Give back an exact copy of the entries beneath, minus the pictures.

:: Task data ::

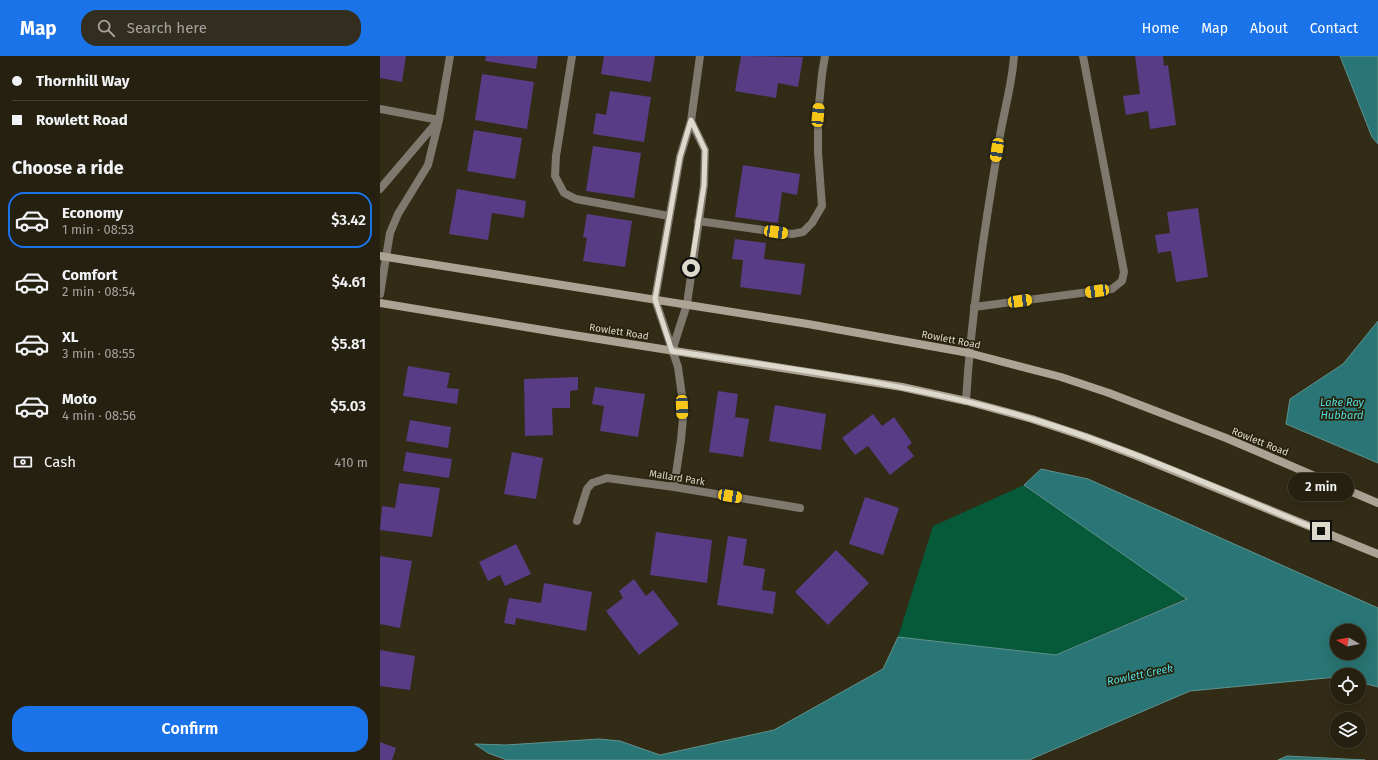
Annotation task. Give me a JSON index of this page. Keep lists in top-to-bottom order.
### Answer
{
  "streets": {
    "main road": ["Rowlett Road"],
    "street": ["Mallard Park"]
  },
  "water": ["Lake Ray Hubbard", "Rowlett Creek"],
  "north": "left",
  "page": {
    "header": "Map",
    "search": "Search here",
    "nav": [
      "Home",
      "Map",
      "About",
      "Contact"
    ],
    "banner": ["Thornhill Way", "Rowlett Road"],
    "heading": "Choose a ride",
    "list": [
      {
        "name": "Economy",
        "note": "1 min · 08:53",
        "value": "$3.42"
      },
      {
        "name": "Comfort",
        "note": "2 min · 08:54",
        "value": "$4.61"
      },
      {
        "name": "XL",
        "note": "3 min · 08:55",
        "value": "$5.81"
      },
      {
        "name": "Moto",
        "note": "4 min · 08:56",
        "value": "$5.03"
      }
    ],
    "pay": ["Cash", "410 m"],
    "bubble": "2 min",
    "buttons": "Confirm"
  }
}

:::

-- Task answer --
Annotation task. Give me a JSON index of this page. Keep lists in top-to-bottom order.
### Answer
{
  "streets": {
    "main road": ["Rowlett Road"],
    "street": ["Mallard Park"]
  },
  "water": ["Lake Ray Hubbard", "Rowlett Creek"],
  "north": "left",
  "page": {
    "header": "Map",
    "search": "Search here",
    "nav": [
      "Home",
      "Map",
      "About",
      "Contact"
    ],
    "banner": ["Thornhill Way", "Rowlett Road"],
    "heading": "Choose a ride",
    "list": [
      {
        "name": "Economy",
        "note": "1 min · 08:53",
        "value": "$3.42"
      },
      {
        "name": "Comfort",
        "note": "2 min · 08:54",
        "value": "$4.61"
      },
      {
        "name": "XL",
        "note": "3 min · 08:55",
        "value": "$5.81"
      },
      {
        "name": "Moto",
        "note": "4 min · 08:56",
        "value": "$5.03"
      }
    ],
    "pay": ["Cash", "410 m"],
    "bubble": "2 min",
    "buttons": "Confirm"
  }
}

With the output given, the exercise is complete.